Collection entries
•••
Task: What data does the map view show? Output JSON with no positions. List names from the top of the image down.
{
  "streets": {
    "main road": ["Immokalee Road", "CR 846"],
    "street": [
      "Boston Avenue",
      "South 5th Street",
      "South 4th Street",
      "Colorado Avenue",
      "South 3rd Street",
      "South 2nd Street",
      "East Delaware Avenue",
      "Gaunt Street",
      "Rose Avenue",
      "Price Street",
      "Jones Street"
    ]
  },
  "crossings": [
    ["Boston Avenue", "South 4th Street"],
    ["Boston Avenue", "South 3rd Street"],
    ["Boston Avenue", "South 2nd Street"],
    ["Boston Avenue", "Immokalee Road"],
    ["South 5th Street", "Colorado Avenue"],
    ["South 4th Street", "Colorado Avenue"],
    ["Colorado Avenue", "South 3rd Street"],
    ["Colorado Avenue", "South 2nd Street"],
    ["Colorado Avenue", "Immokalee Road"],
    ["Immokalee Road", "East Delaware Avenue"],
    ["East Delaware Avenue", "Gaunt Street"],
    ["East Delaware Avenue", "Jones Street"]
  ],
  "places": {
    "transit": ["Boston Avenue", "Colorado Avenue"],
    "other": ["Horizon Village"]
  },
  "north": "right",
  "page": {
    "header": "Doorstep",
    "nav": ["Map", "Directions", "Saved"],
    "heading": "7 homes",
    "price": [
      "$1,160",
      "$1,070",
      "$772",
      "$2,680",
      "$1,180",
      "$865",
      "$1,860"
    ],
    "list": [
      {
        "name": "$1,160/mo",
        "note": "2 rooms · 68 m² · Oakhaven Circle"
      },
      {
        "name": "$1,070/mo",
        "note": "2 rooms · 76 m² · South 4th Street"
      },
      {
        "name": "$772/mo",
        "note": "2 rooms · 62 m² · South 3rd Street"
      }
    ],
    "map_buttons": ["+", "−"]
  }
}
•••
### [Action item]
Print the entries again so that each one matches exactly.

### [Solution for this exercise]
Task: What data does the map view show? Output JSON with no positions. List names from the top of the image down.
{
  "streets": {
    "main road": ["Immokalee Road", "CR 846"],
    "street": [
      "Boston Avenue",
      "South 5th Street",
      "South 4th Street",
      "Colorado Avenue",
      "South 3rd Street",
      "South 2nd Street",
      "East Delaware Avenue",
      "Gaunt Street",
      "Rose Avenue",
      "Price Street",
      "Jones Street"
    ]
  },
  "crossings": [
    ["Boston Avenue", "South 4th Street"],
    ["Boston Avenue", "South 3rd Street"],
    ["Boston Avenue", "South 2nd Street"],
    ["Boston Avenue", "Immokalee Road"],
    ["South 5th Street", "Colorado Avenue"],
    ["South 4th Street", "Colorado Avenue"],
    ["Colorado Avenue", "South 3rd Street"],
    ["Colorado Avenue", "South 2nd Street"],
    ["Colorado Avenue", "Immokalee Road"],
    ["Immokalee Road", "East Delaware Avenue"],
    ["East Delaware Avenue", "Gaunt Street"],
    ["East Delaware Avenue", "Jones Street"]
  ],
  "places": {
    "transit": ["Boston Avenue", "Colorado Avenue"],
    "other": ["Horizon Village"]
  },
  "north": "right",
  "page": {
    "header": "Doorstep",
    "nav": ["Map", "Directions", "Saved"],
    "heading": "7 homes",
    "price": [
      "$1,160",
      "$1,070",
      "$772",
      "$2,680",
      "$1,180",
      "$865",
      "$1,860"
    ],
    "list": [
      {
        "name": "$1,160/mo",
        "note": "2 rooms · 68 m² · Oakhaven Circle"
      },
      {
        "name": "$1,070/mo",
        "note": "2 rooms · 76 m² · South 4th Street"
      },
      {
        "name": "$772/mo",
        "note": "2 rooms · 62 m² · South 3rd Street"
      }
    ],
    "map_buttons": ["+", "−"]
  }
}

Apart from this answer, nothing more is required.